Commit Graph

48 Commits

Author SHA1 Message Date
Matt Jacob
c77d11d0cc Raise debug level for some messages. Fix botched inversion
about MBOX_COMMAND_ERROR vs. MBOX_COMMAND_PARAM_ERROR.
2000-07-18 06:46:48 +00:00
Matt Jacob
3e97a5b432 Clean up ISPCTL_ABORT_CMD function to not be too chatty if it succeeds,
or even if it fails with INVALID_PARM (which just means that the handle
doesn't refer to an active commane).
2000-07-05 06:41:36 +00:00
Matt Jacob
1d460ef8d5 Change delay loop in new isp_mboxcmd to the use of the new MBOX_WAIT_COMPLETE
macro. Change notification of completion of a mailbox command in isp_intr
to MBOX_NOTIFY_COMPLETE macro.
2000-07-04 01:02:38 +00:00
Matt Jacob
28445eef28 Fix usage of DELAY (SYS_DELAY is the platform independent local
define).  Fix stupidity wrt checking whether we've gone to
LOOP_PDB_RCVD loopstate- it's okay to be greater than this state.
D'oh! Protect calls to isp_pdb_sync and isp_fclink_state with IS_FC
macros.

Completely redo mailbox command routine (in preparation to make this
possibly wait rather than poll for completion).

Make a major attempt to solve the 'lost interrupt' problem

1. Problem

The Qlogic cards would appear to 'lose' interrupts, i.e., a legitimate
regular SCSI command placed on the request queue would never complete
and the watchdog routine in the driver would eventually wakeup and
catch it. This would typically only happen on Alphas, although a
couple folks with 700MHz Intel platforms have also seen this.

For a long time I thought it was a foulup with f/w negotiations of
SYNC and/or WIDE as it always seemed to happen right after the
platform it was running on had done a SET TARGET PARAMETERS mailbox
command to (re)enable sync && wide (after initially forcing
ASYNC/NARROW at startup). However, occasionally, the same thing
would also occur for the Fibre Channel cards as well (which, ahem,
have no SET TARGET PARAMETERS for transfer mode).

After finally putting in a better set of watchdog routines for the
platforms for this driver, it seemed to be the case that the command
in question (usually a READ CAPACITY) just had up and died- the
watchdog routine would catch it after ~10 seconds. For some platforms
(NetBSD/OpenBSD)- an ABORT COMMAND mailbox command was sent (which
would always fail- indicating that the f/w denied knowledge of this
command, i.e., the f/w thought it was a done command). In any case,
retrying the command worked. But this whole problem needed to be
really fixed.

2. A False Step That Went in The Right Direction

The mailbox code was completely rewritten to no longer try and grab
the mailbox semaphore register and to try and 'by hand' complete
async fast posting completions. It was also rewritten to now have
separate in && out bitpatterns for registers to load to start and
retrieve to complete. This means that isp_intr now handles mailbox
completions.

This substantially simplifies the mailbox handling code, and carries
things 90% toward getting this to be a non-polled routine for this
driver.

This did not solve the problem, though.

3. Register Debouncing

I saw some comments in some errata sheets and some notes in a Qlogic
produced Linux driver (for the Qlogic 2100) that seemed to indicate
that debouncing of reads of the mailbox registers might be needed,
so I added this.  This did not affect the problem. In fact, it made
the problem worse for non-2100 cards.

5. Interrupt masking/unmasking

The driver *used* to do a substantial amount of masking/unmasking
of the interrupt control register. This was done to make sure that
the core common code could just assume it would never get pre-empted.

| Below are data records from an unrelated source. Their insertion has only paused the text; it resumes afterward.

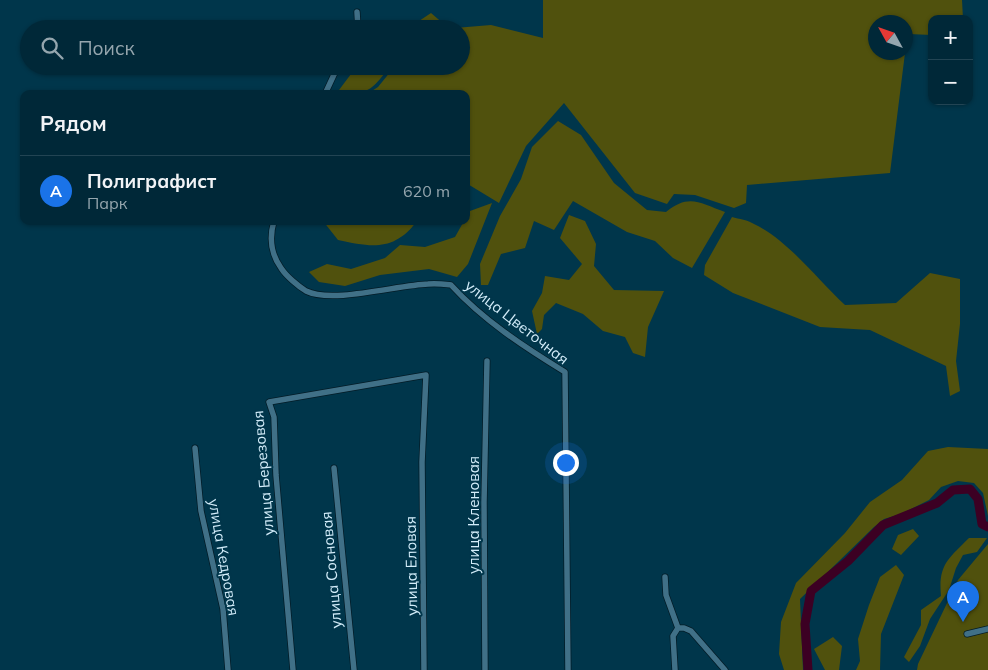 <!DOCTYPE html>
<html lang="ru">
<meta charset="utf-8">
<style>
:root{--surface:#002838;--page:#0a3040;--text:#f1f3f6;--muted:#95a6ae;--line:#224453;--accent:#1a73e8}
body{margin:0;font-family:Mulish,sans-serif;background:var(--page);color:var(--text)}
.controls{position:absolute;right:15px;top:15px;display:grid;overflow:hidden;border-radius:10px;box-shadow:0 1px 4px #0004}
.controls button{width:45px;height:45px;display:grid;place-items:center;padding:0;border:0;border-bottom:1px solid var(--line);background:var(--surface);color:var(--text);font:25px sans-serif}
.compass{position:absolute;left:868px;top:15px;width:45px;height:45px;border-radius:50%;background:var(--surface);box-shadow:0 1px 4px #0004;rotate:310deg}
.you{position:absolute;left:565px;top:462px;width:18px;height:18px;margin:-12px;border:4px solid #fff;border-radius:50%;background:#1a73e8;box-shadow:0 0 0 8px #1a73e833}
.badge{display:grid;place-items:center;width:32px;height:32px;border-radius:50%;background:var(--accent);color:#fff;font-size:16px;font-weight:700}
.pin{position:absolute;translate:-50% -41px;filter:drop-shadow(0 1px 2px #0008)}
.pin::after{content:'';position:absolute;top:26px;width:18px;height:15px;background:inherit;clip-path:polygon(0 0,100% 0,50% 100%)}
.list{margin:0;padding:0;list-style:none}
h2{display:flex;justify-content:space-between;align-items:center;height:65px;margin:0;padding:0 20px;font-size:21px}
h2 small{font-size:16px;font-weight:400;color:var(--muted)}
.list li{display:grid;grid-template-columns:32px 1fr auto;gap:15px;align-items:center;box-sizing:border-box;height:70px;padding:0 20px;border-top:1px solid var(--line)}
.list b{display:block;font-size:19px;white-space:nowrap}
.list p{margin:0;font-size:16px;white-space:nowrap;color:var(--muted)}
.list em{font-size:16px;font-style:normal;color:var(--muted)}
.icon{flex:none;width:28px;height:28px;fill:none;stroke:currentColor;stroke-width:2;stroke-linecap:round;stroke-linejoin:round}
.map{position:relative;flex:none;width:988px;height:670px;overflow:hidden}
.search{position:absolute;background:var(--surface);box-shadow:0 1px 4px #0004;left:20px;top:20px;width:450px;height:55px;display:flex;align-items:center;gap:12px;box-sizing:border-box;padding:0 18px;border-radius:28px;color:var(--muted);font-size:19px}
.panel{position:absolute;background:var(--surface);box-shadow:0 1px 4px #0004;left:20px;top:90px;width:450px;height:135px;border-radius:10px}
.map>svg:first-child{display:block}
.green{fill:#50510d}
.lines{fill:none;stroke-linecap:round;stroke-linejoin:round}
.river{stroke:#3c0023;stroke-width:9}
.minor-casing{stroke:#031c27;stroke-width:7}
.minor{stroke:#407087;stroke-width:5.5}
.labels{text-anchor:middle;dominant-baseline:central;stroke-width:4;stroke-linejoin:round;paint-order:stroke}
.street-label{font-size:15px;fill:#d3edfa;stroke:#00364b}
</style>
<div class="map">
<svg width="988" height="670" viewBox="0 0 988 670">
<rect width="100%" height="100%" fill="#00364b"/>
<path class="green" d="M543 0H962L963 19H932V35L908 34 906 51V22H876V52L905 53 890 173 747 185 746 203 734 208 695 195 674 194 667 204 635 193 564 103 526 146 499 203 466 183V94H367L378 87 395 66H461V29L455 28 491 25 543 38Z
M431 13 445 25 440 29H407Z
M357 66H390C371 92 368 94 336 94Z
M558 121 581 135 614 183 647 210 666 212C689 193 700 203 725 212L692 268 673 258 655 241 627 232 573 201 554 230 534 221 525 248 501 254 488 285H481L480 264 500 216 521 179 532 147Z
M492 203 468 264 457 277 429 269 380 275 345 286 319 282 309 272 327 264 351 269 385 258 400 245 425 247 455 237 464 221H466L470 211Z
M569 215 585 221 596 244 594 266 614 290 664 291 648 327 645 357 633 353 625 337 603 331 583 314 556 303 544 315 542 329 537 334 532 311 542 293 545 276 569 280 582 264 560 238Z
M732 217C739 219 748 220 754 224 788 240 817 279 845 305L896 303 930 273 960 279V324L956 361 960 391 950 396 946 366 870 330 820 327 733 293 704 275 705 265Z
M323 221H417C394 252 371 247 338 240Z
M948 447 988 449V516L983 493 974 483 958 481 941 487 929 500 901 514 884 519 874 527 800 599 803 670H784L779 654 781 622 796 583 845 533 870 502 902 480 928 451Z
M913 529 919 536 901 555 892 549 898 535Z
M969 538H987L977 552 963 555 956 568 949 590 930 619 920 646 909 662 904 657 921 625V610L941 596C938 565 948 559 969 538Z
M988 544V670H917L918 664 958 580Z
M896 565 904 575 881 634 880 670H856L860 661 858 639 869 605 880 577Z
M833 637 842 646 839 670H825L814 649Z"/>
<g class="lines">
<path class="river" d="M808 670 805 624 811 591 848 561 883 525 937 503 953 490 970 489 978 499 982 524 988 527"/>
<defs>
<path id="minor" d="M357 12 358 29
M325 94 338 66
M274 221C269 238 271 254 281 268 286 276 298 286 306 291 332 304 398 285 428 284 436 283 443 284 451 285 483 320 524 347 565 372L568 670
M195 448 201 511 223 609 228 670
M334 468 354 670
M665 577 666 595 678 628
M967 634 988 629
M293 670 276 475 274 417 269 402 426 375 422 462 424 670
M485 670 484 502 487 361
M675 670 673 636 678 628H684L691 631 725 670"/>
</defs>
<use href="#minor" class="minor-casing"/>
<use href="#minor" class="minor"/>
</g>
<g class="labels">
<g class="street-label">
<text transform="translate(517 322) rotate(38)">улица Цветочная</text>
<text transform="translate(263 473) rotate(-95)">улица Березовая</text>
<text transform="translate(473 515) rotate(-90)">улица Кленовая</text>
<text transform="translate(224 557) rotate(80)">улица Кедровая</text>
<text transform="translate(411 566) rotate(-91)">улица Еловая</text>
<text transform="translate(331 570) rotate(-95)">улица Сосновая</text>
</g>
</g>
</svg>
<div class="controls">
<button>+</button>
<button>−</button>
</div>
<svg class="compass" viewBox="-18 -18 36 36"><path d="M0-13l5 13h-10z" fill="#e53935"/><path d="M0 13l5-13h-10z" fill="#95a6ae"/></svg>
<div class="you"></div>
<div class="pin badge" style="left:963px;top:622px">A</div>
<div class="search"><svg class="icon" aria-label="search" viewBox="0 0 24 24"><circle cx="10" cy="10" r="6"/><path d="M15 15l6 6"/></svg>Поиск</div>
<section class="panel">
<h2>Рядом<small></small></h2>
<ul class="list">
<li><span class="badge">A</span><div><b>Полиграфист</b><p>Парк</p></div><em>620 m</em></li>
</ul>
</section>
</div>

This apparently substantially contributed to the lost interrupt
problem.  The rewrite of the ICR (Interrupt Control Register),
which is a separate register from the ISR (Interrupt Status Register)
should not have caused any change to interrupt assertions pending.
The manual does not state that it will, and the register layout
seems to imply that the ICR is just an active route gate. We only
enable PCI Interrupts and RISC Interrupts- this should mean that
when the f/w asserts a RISC interrupt and (and the ICR allows RISC
Interrupts) and we have PCI Interrupts enabled, we should get a
PCI interrupt. Apparently this is a latch- not a signal route.

Removing this got rid of *most* but not all, lost interrupts.

5. Watchdog Smartening

I made sure that the watchdog routine would catch cases where the
Qlogic's ISR showed an interrupt assertion. The watchdog routine
now calls the interrupt service routine if it sees this. Some
additional internal state flags were added so that the watchdog
routine could then know whether the command it was in the middle
of burying (because we had time it out) was in fact completed by
the interrupt service routine.

6. Occasional Constipation Of Commands..

In running some very strenous high IOPs tests (generating about
11000 interrupts/second across one Qlogic 1040, one Qlogic 1080
and one Qlogic 2200 on an Alpha PC164), I found that I would get
occasional but regular 'watchdog timeouts' on both the 1080 and
the 2100 cards. This is under FreeBSD, and the watchdog timeout
routine just marks the command in error and retries it.

Invariably, right after this 'watchdog timeout' error, I'd get a
command completion for the command that I had thought timed out.
That is, I'd get a command completion, but the handle returned by
the firmware mapped to no current command. The frequency of this
problem is low under such a load- it would usually take an 30
minutes per 'lost' interrupt.

I doubled the timeout for commands to see if it just was an edge
case of waiting too short a period. This has no effect.

I gathered and printed out microtimes for the watchdog completed
command and the completion that couldn't find a command- it was
always the case that the order of occurrence was "timeout, completion"
separated by a time on the order of 100 to 150 ms.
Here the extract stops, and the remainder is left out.